▸ Assigned task: The entire listing below is to be reproduced exactly.

▸ Provided data:

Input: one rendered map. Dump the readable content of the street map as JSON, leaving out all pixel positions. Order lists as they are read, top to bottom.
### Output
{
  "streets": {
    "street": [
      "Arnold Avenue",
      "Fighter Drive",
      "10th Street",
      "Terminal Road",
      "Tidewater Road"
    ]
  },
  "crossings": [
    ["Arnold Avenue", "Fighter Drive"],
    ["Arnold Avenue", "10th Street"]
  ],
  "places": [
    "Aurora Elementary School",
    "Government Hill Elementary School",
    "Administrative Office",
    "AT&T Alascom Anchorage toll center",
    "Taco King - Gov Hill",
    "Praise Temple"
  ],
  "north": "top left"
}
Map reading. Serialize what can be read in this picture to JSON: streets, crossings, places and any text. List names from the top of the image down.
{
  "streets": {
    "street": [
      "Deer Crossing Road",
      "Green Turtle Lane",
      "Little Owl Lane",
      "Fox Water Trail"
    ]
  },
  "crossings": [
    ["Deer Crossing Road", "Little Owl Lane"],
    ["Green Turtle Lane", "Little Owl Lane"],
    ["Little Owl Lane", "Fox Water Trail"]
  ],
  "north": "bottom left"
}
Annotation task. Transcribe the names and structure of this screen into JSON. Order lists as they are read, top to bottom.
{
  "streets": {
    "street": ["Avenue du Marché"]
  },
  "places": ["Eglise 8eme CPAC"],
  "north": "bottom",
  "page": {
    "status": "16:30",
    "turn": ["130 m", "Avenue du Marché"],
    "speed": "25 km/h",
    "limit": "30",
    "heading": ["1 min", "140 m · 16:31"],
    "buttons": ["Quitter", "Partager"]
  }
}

▸ Answer area:
Input: one rendered map. Dump the readable content of the street map as JSON, leaving out all pixel positions. Order lists as they are read, top to bottom.
### Output
{
  "streets": {
    "street": [
      "Arnold Avenue",
      "Fighter Drive",
      "10th Street",
      "Terminal Road",
      "Tidewater Road"
    ]
  },
  "crossings": [
    ["Arnold Avenue", "Fighter Drive"],
    ["Arnold Avenue", "10th Street"]
  ],
  "places": [
    "Aurora Elementary School",
    "Government Hill Elementary School",
    "Administrative Office",
    "AT&T Alascom Anchorage toll center",
    "Taco King - Gov Hill",
    "Praise Temple"
  ],
  "north": "top left"
}
Map reading. Serialize what can be read in this picture to JSON: streets, crossings, places and any text. List names from the top of the image down.
{
  "streets": {
    "street": [
      "Deer Crossing Road",
      "Green Turtle Lane",
      "Little Owl Lane",
      "Fox Water Trail"
    ]
  },
  "crossings": [
    ["Deer Crossing Road", "Little Owl Lane"],
    ["Green Turtle Lane", "Little Owl Lane"],
    ["Little Owl Lane", "Fox Water Trail"]
  ],
  "north": "bottom left"
}
Annotation task. Transcribe the names and structure of this screen into JSON. Order lists as they are read, top to bottom.
{
  "streets": {
    "street": ["Avenue du Marché"]
  },
  "places": ["Eglise 8eme CPAC"],
  "north": "bottom",
  "page": {
    "status": "16:30",
    "turn": ["130 m", "Avenue du Marché"],
    "speed": "25 km/h",
    "limit": "30",
    "heading": ["1 min", "140 m · 16:31"],
    "buttons": ["Quitter", "Partager"]
  }
}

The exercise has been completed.